Source: Historic England
This record was the subject of a minor enhancement on 17 November 2014. The record has been generated from an "old county number" (OCN) scheduling record. These are monuments that were not reviewed under the Monuments Protection Programme and are some of our oldest designation records.
The monument includes an 865m length of Devil’s Ditch, also known as the Devil’s Dyke, a prehistoric linear boundary surviving as an earthwork and below-ground archaeological remains. It is situated on a south-facing slope near West Stoke.
The earthwork is denoted by a bank, up to 2m high, with a ditch on the north side. The ditch has become in-filled over the years but survives as a buried feature. The bank runs 660m south-east from Lye Wood, passing beyond Lye Lane, before turning sharp SSW at a right angle and continuing for a further 205m.

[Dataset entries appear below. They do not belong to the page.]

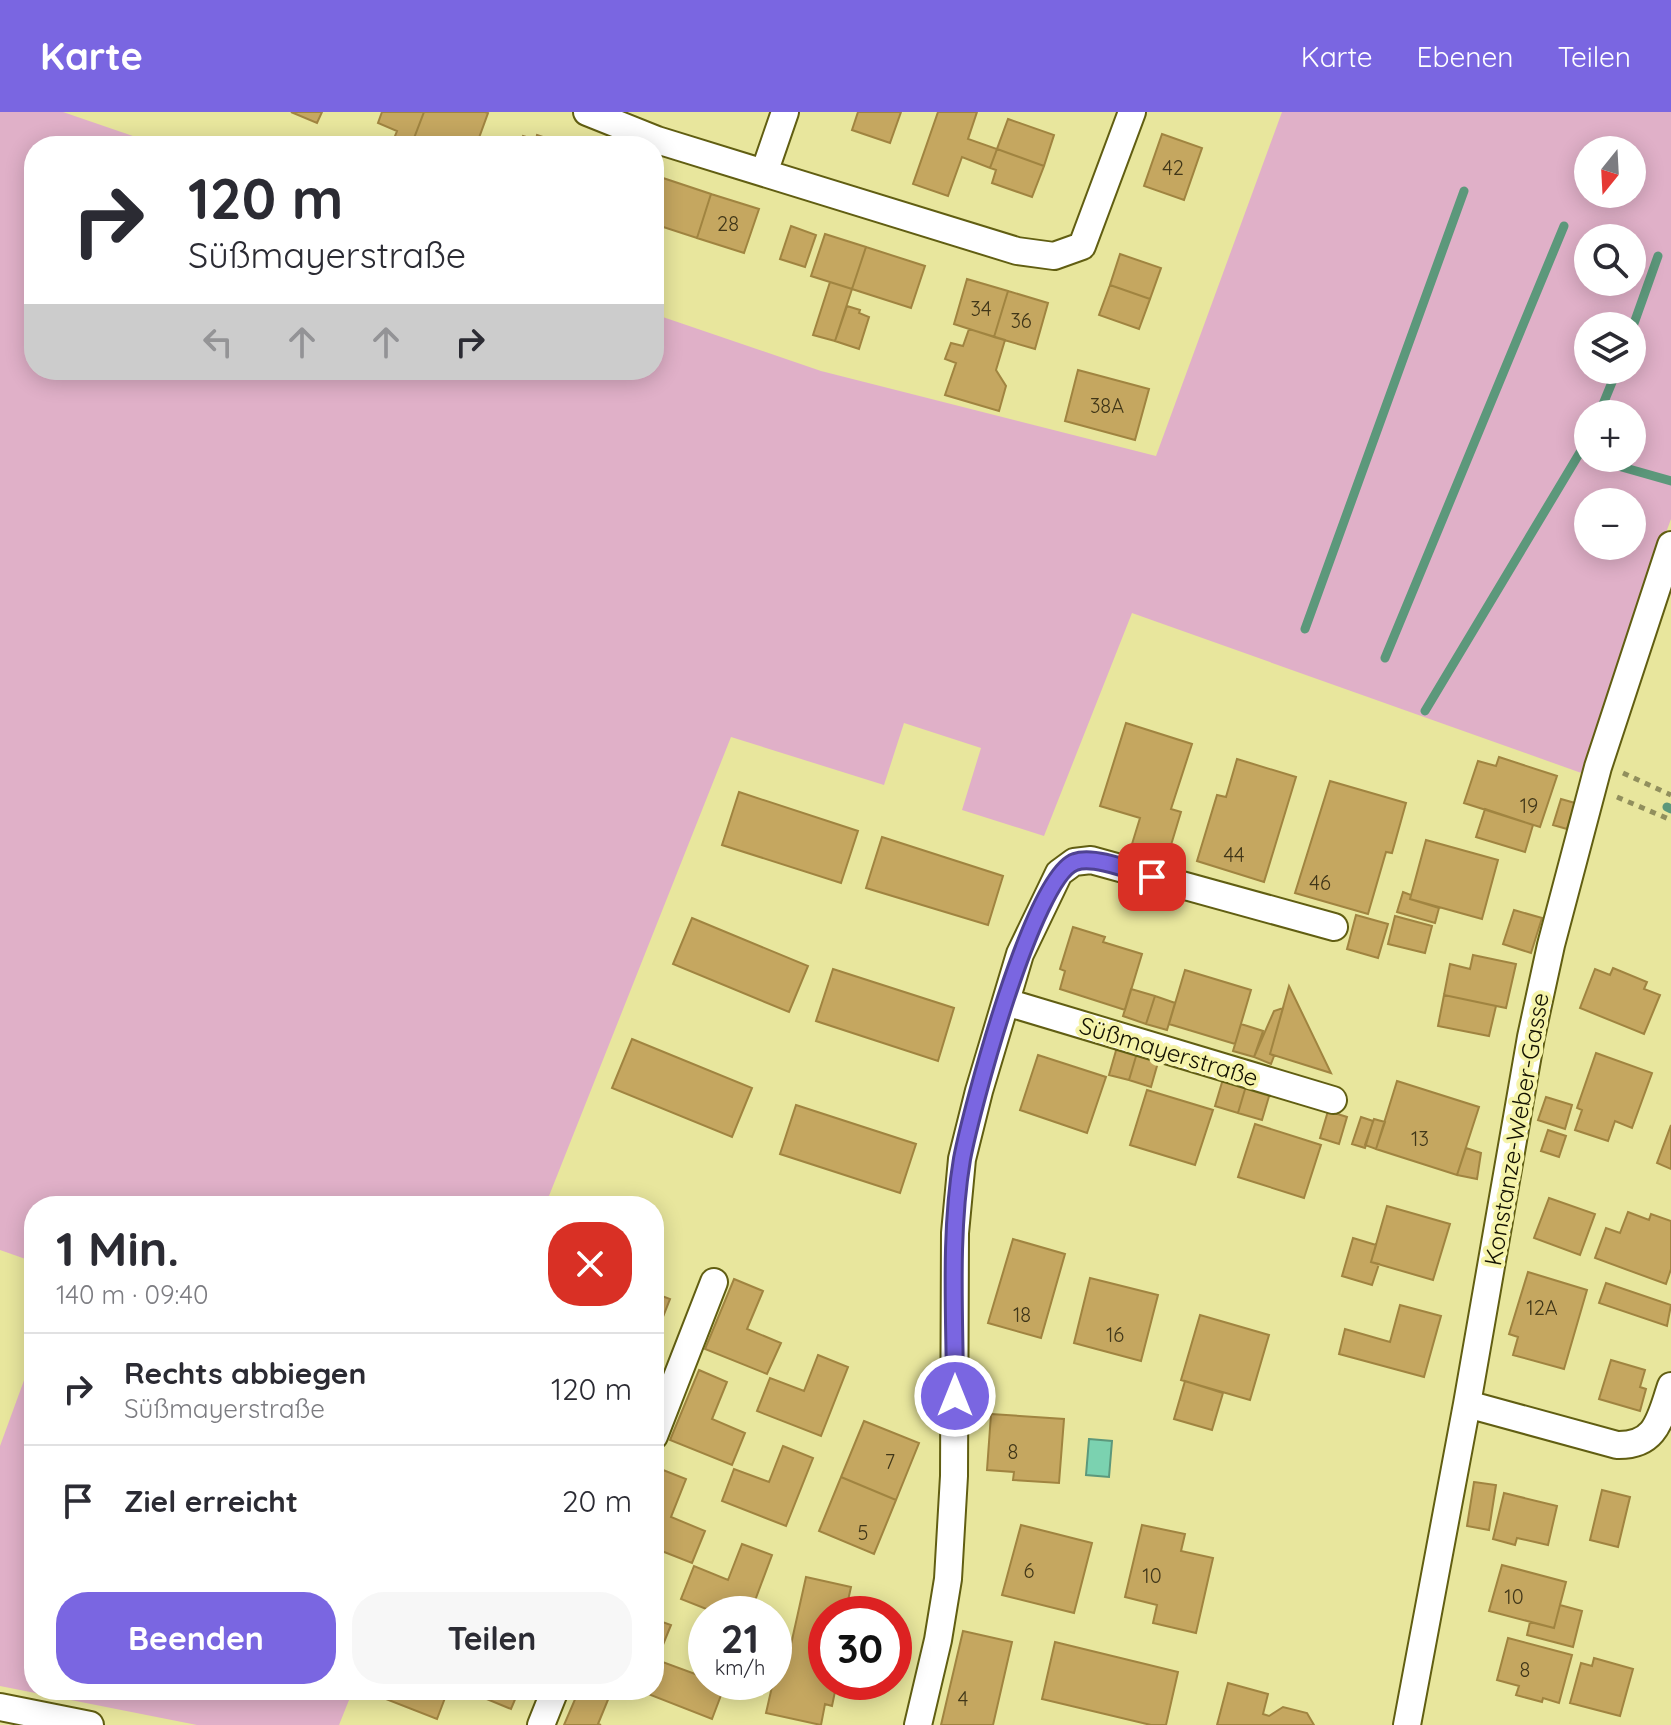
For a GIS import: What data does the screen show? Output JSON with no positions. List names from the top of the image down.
{
  "streets": {
    "street": ["Süßmayerstraße", "Konstanze-Weber-Gasse"]
  },
  "house_numbers": [
    "42",
    "28",
    "34",
    "36",
    "38A",
    "19",
    "44",
    "46",
    "13",
    "12A",
    "18",
    "16",
    "8",
    "7",
    "5",
    "6",
    "10",
    "10",
    "8",
    "4"
  ],
  "north": "bottom",
  "page": {
    "header": "Karte",
    "nav": ["Karte", "Ebenen", "Teilen"],
    "map_buttons": ["+", "−"],
    "turn": ["120 m", "Süßmayerstraße"],
    "heading": ["1 Min.", "140 m · 09:40"],
    "list": [
      {
        "name": "Rechts abbiegen",
        "note": "Süßmayerstraße",
        "value": "120 m"
      },
      {
        "name": "Ziel erreicht",
        "value": "20 m"
      }
    ],
    "buttons": ["Beenden", "Teilen"],
    "speed": "21 km/h",
    "limit": "30"
  }
}
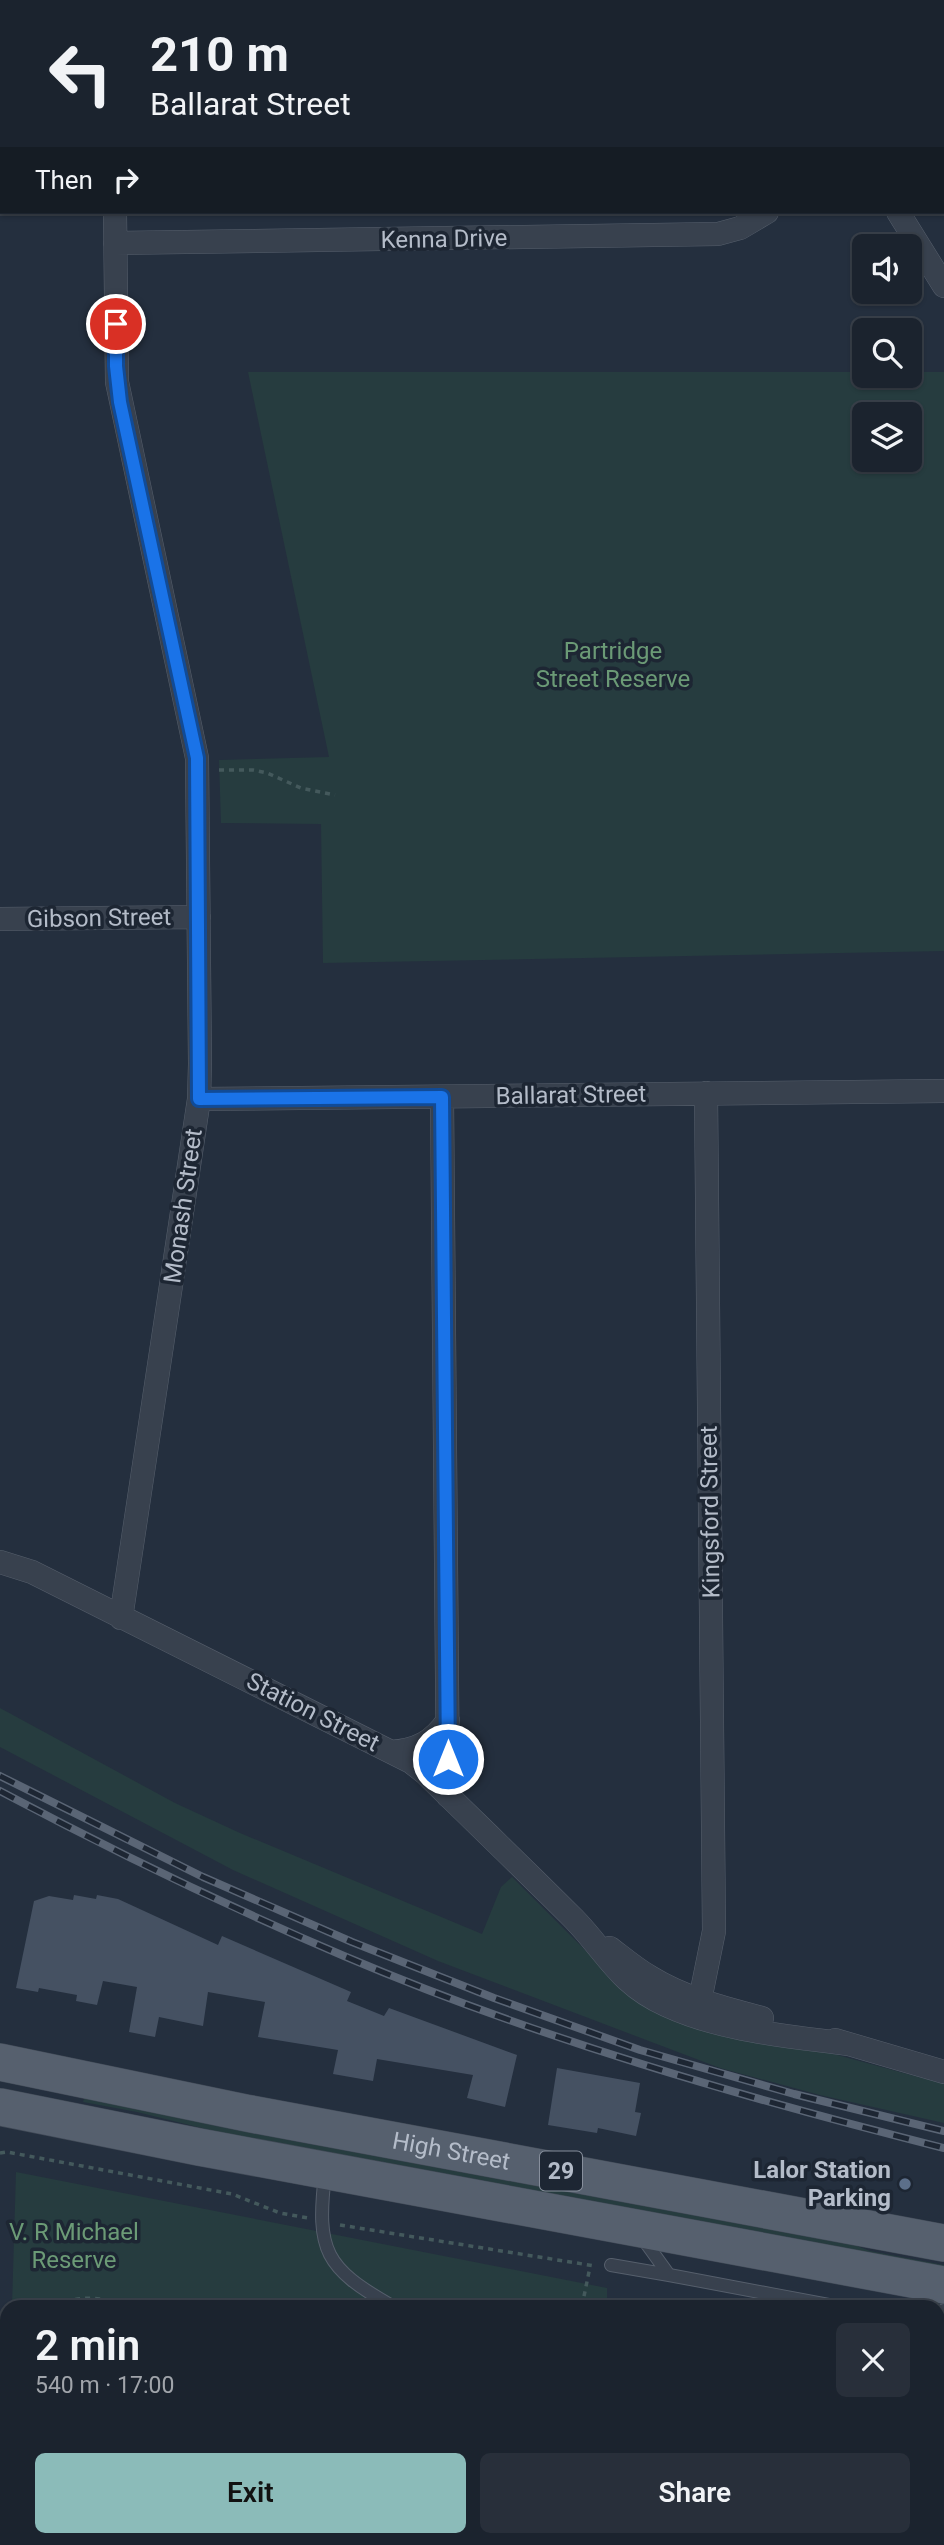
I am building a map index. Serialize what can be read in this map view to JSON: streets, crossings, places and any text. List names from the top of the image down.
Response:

The Devil’s Ditch in Sussex has been documented by antiquarians since at least the 18th century. It is part of a group of linear earthworks on the gravel plain between the foot of the South Downs and Chichester Harbour. The entrenchments run from Lavant to Boxgrove and appear to enclose the area of the coastal plain to the south. It has been suggested that these marked out a high status, proto-urban tribal settlement (or ‘oppidum’) preceding the Roman invasion. The Devil’s Ditch is thought to date to the Late Iron Age (about 100 BC – AD 43) but was recut and extended in places during the medieval period. The name of the entrenchment is derived from a local tradition, which holds that the ditch was the work of the devil in an attempt to channel the sea and flood the churches of Sussex.
Source: Historic England
Linear boundaries are substantial earthwork features comprising single or multiple ditches and banks which may extend over distances varying from between less than 1km to over 10km. They survive as earthworks or as linear features visible as cropmarks on aerial photographs or as a combination of both. The evidence of excavation and study of associated monuments demonstrate that their construction often spans at least a millennium from the Middle Bronze Age, although they may have been re-used later. The scale of many linear boundaries has been taken to indicate that they were constructed by large social groups and were used to mark important boundaries in the landscape; their impressive scale displaying the corporate prestige of their builders. They would have been powerful symbols, often with religious associations, used to define and order the territorial holdings of those groups who constructed them. Linear earthworks are of considerable importance for the analysis of settlement and land use from the Bronze Age; all well preserved examples will normally merit statutory protection.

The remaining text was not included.